Entertainment

Rosie O’Donnell Gets Serious – Vanity Fair

I think it was really smart of David and the casting people to have a woman in that role, because the character of Julian has a lot of dysfunction with the women in his life. No one ever thought, when watching American Gigolo, what made him become a gigolo? The show deals with the grooming and the sexual trafficking of young boys, which you don’t see talked about too much.

American Gigolo’s your second series adaptation of a classic film this year: You also have a guest role in Prime Video’s A League of Their Own. You’ve said that in the original film, Doris was queer in your mind, whether Penny Marshall let you run with that or not. How did it feel showing up on this League of Their Own set, which is so unabashedly queer?

Well, first of all, to walk in at 60 years old and see my life 30 years ago, all the women in our outfits and all the mitts—it was just such a flashback. But I have to say that I loved doing it. I loved watching these women at the beginning of their careers. I really think that the gay part was so beautifully told. It was wonderful to see it.

When we did the movie, there was that one scene [where] I’m on the bus: “I never felt like a real girl or even a girl, but now I see there’s a lot of us, we’re all okay.” To me, that was her saying she found her tribe, right? There were gay women or athletic women or women like her, and my character, I thought, was in love with Mae and didn’t maybe know how to express it. But it was 1991 when we shot it, or 1990, and the times were different. You don’t realize until you’re sort of faced with the new show what it could have been.

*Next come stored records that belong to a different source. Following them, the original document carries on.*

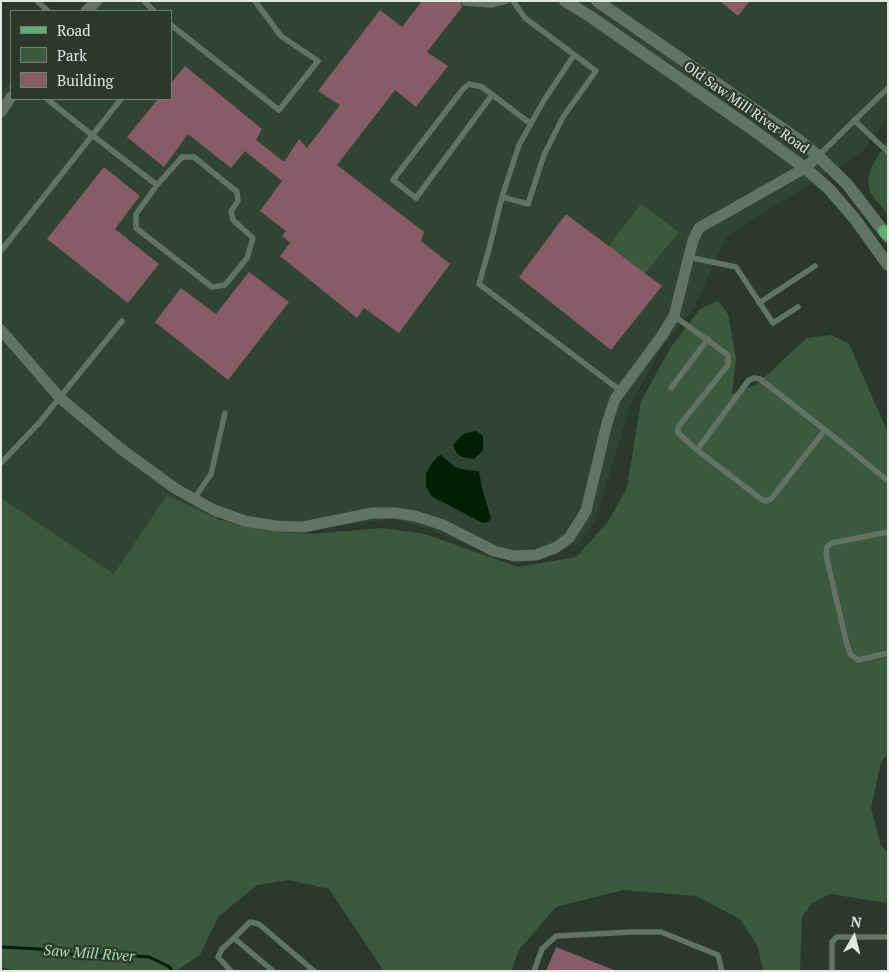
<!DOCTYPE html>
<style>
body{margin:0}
#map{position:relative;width:889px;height:972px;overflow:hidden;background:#2b392c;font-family:"PT Serif",serif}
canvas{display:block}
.frame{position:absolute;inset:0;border:2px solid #e1eae1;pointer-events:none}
.legend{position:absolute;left:10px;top:10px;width:162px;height:90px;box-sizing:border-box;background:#2b392c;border:1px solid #748074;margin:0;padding:6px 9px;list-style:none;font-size:15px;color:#e1eae1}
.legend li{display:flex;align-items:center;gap:10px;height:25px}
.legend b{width:25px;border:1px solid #748074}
.north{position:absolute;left:829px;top:912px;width:50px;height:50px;-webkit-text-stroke:4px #2b392c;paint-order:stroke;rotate:8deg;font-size:14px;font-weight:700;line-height:20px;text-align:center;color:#e1eae1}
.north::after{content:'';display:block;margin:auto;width:18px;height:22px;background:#e1eae1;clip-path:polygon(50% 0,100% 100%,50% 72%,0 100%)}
</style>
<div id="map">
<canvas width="889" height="972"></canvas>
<div class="frame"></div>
<ul class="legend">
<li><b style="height:6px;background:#5eb06e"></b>Road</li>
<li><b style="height:14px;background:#3a593e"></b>Park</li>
<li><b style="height:14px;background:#875b68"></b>Building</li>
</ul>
<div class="north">N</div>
</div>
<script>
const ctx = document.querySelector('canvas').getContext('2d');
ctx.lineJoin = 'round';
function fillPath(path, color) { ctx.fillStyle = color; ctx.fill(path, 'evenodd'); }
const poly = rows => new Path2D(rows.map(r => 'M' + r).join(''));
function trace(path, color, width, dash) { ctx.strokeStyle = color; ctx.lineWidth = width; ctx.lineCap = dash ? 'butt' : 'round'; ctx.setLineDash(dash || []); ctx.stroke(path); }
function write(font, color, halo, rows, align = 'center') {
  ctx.font = font + ' "PT Serif",serif'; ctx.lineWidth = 4.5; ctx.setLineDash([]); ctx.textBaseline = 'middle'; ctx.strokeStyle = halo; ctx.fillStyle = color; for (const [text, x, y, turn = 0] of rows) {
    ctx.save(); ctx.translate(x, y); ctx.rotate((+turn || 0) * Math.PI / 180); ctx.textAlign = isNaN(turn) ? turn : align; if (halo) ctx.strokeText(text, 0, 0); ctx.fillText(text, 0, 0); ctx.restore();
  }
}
fillPath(poly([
 [88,1,888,1,888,115,862,152,726,236,695,306,660,350,631,403,595,520,579,544,522,561,482,551,434,531,395,519,327,527,219,517,74,649,1,586,1,93,11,82,11,99,171,99,171,11,77,11]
]), '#304432');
fillPath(poly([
 [888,140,888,215,870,192,868,180,872,166],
 [641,204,679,232,644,274,608,247],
 [718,301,728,314,736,359,732,394,756,385,807,338,831,335,849,344,888,433,888,754,881,762,871,808,881,846,888,852,888,903,830,894,812,903,802,917,800,971,763,971,758,947,740,919,696,896,623,890,556,907,519,950,511,971,384,971,329,889,289,880,257,885,218,917,200,955,176,971,18,971,1,967,1,498,114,574,167,495,217,519,267,531,311,534,382,528,425,534,518,567,576,557,608,522,627,488,641,401,671,347,700,309]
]), '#3a593e');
fillPath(poly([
 [476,431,483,436,483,450,474,459,462,457,457,454,453,445,461,436,467,433],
 [441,455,455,467,465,470,479,471,482,488,491,518,488,522,483,523,431,496,426,486,426,474,431,464,437,457]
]), '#011f07');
trace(poly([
 [1,947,40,949,84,956,125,955,149,957,168,966,173,971]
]), '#011f07', 3);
fillPath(poly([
 [422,1,461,1,462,7,427,52,448,66,416,107,395,90,337,165,424,232,421,241,450,264,399,333,364,308,357,318,280,256,290,243,282,236,286,231,260,211,282,181,245,151,231,168,188,134,164,167,127,137,158,99,171,99,171,83,185,66,262,129,256,140,284,162,299,139,307,148,340,105,318,91,380,10,402,27],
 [720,1,750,1,738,16],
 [104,167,140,196,115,229,159,264,128,303,47,239],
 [566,214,662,286,611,350,519,277],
 [249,272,289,302,228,380,155,322,181,288,216,314],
 [556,947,614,970,614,971,546,971]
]), '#875b68');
trace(poly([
 [37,1,48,11],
 [144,1,154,11],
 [465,3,491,5,507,1],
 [171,25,279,110,318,61,281,36,255,1],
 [574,55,543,102,519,145,502,197,489,249,479,284,621,391],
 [492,95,416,198,393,180,463,89,469,84,482,87,531,124],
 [47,99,92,135,157,185],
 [854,120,888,152],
 [818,156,888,88],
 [182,157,194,157,237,192,238,201,231,211,233,220,253,238,247,258,225,285,212,287,136,228,136,214,157,185,182,157],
 [502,197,528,204,544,155,563,117,596,71,525,18,513,1],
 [1,251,121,99],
 [688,257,736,267,773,323,798,307],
 [759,303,815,266],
 [674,316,728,355,728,365,678,427,678,433,697,450],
 [671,388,708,339],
 [825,430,771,499,766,501,761,499,697,450,748,381,754,378,760,379,848,448,888,481],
 [2,462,39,423,122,321],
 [194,499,211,474,225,413],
 [888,532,832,543,827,547,826,555,847,645,851,655,858,660,888,653],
 [231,971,218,957,222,949,234,938],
 [273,971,234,938,250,922,259,924,314,971],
 [534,971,542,949,556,936,632,932,661,932,718,955,722,971],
 [832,971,832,942,837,937,888,937]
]), '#627364', 5.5);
trace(poly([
 [86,11,97,1],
 [1,112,11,97],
 [1,330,60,398,121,449,176,489,214,510,245,521,276,526,303,527,372,513,395,513,415,516,443,525,494,551,514,556,536,555,555,548,569,538,586,511,607,423,615,399,661,337,674,316,693,240,699,228,805,168,818,156]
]), '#627364', 11);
trace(poly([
 [565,1,591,17,749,127,805,168,829,189,855,219,888,265],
 [597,1,796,138,818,156,847,184,888,237]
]), '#627364', 12);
trace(poly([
 [884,231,888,235]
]), '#5eb06e', 12);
write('14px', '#e1eae1', '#2b392c', [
 ["Old Saw Mill River Road",746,108,35]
]);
write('italic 15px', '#a7dfad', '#2b392c', [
 ["Saw Mill River",89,954,4]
]);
</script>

I’m so touched by the fact that [cocreator and star] Abbi Jacobson was a young woman who was figuring out her sexuality watching that movie, and feeling like there was something missing. [Shooting the film,] when we met the real players, who were in their 70s—80s, some of them—they would say, “Oh, this is my roommate, Betsy.” I’m like, “Oh, how long have you been roommates?” “Oh, 27 years.”

So it was definitely a part that was left out. When I did that scene, Penny said, [O’Donnell puts on a Penny Marshall voice] “Rosie, don’t do it so gay.” I was like, “Well, I’m just doing the words as they’re written.” “Well, do it again, but don’t think of it so gay.” “Okay, Pen.” But I did it the same way each time, because that was the way it was real to me.

1991 or ’90, when we were shooting, there was no Will & Grace, there was no Ellen being out. I don’t think anyone thought, Oh, well, they’re really leaving out the gay stuff. Brokeback Mountain hadn’t happened yet. There were lots of cultural events for the gay community that we hadn’t yet lived, and so it just touches me to see what Abbi has done and how she incorporated the reality of the Black women in the league and the gay women in the league and kind of opened it up to a 2022 worldview.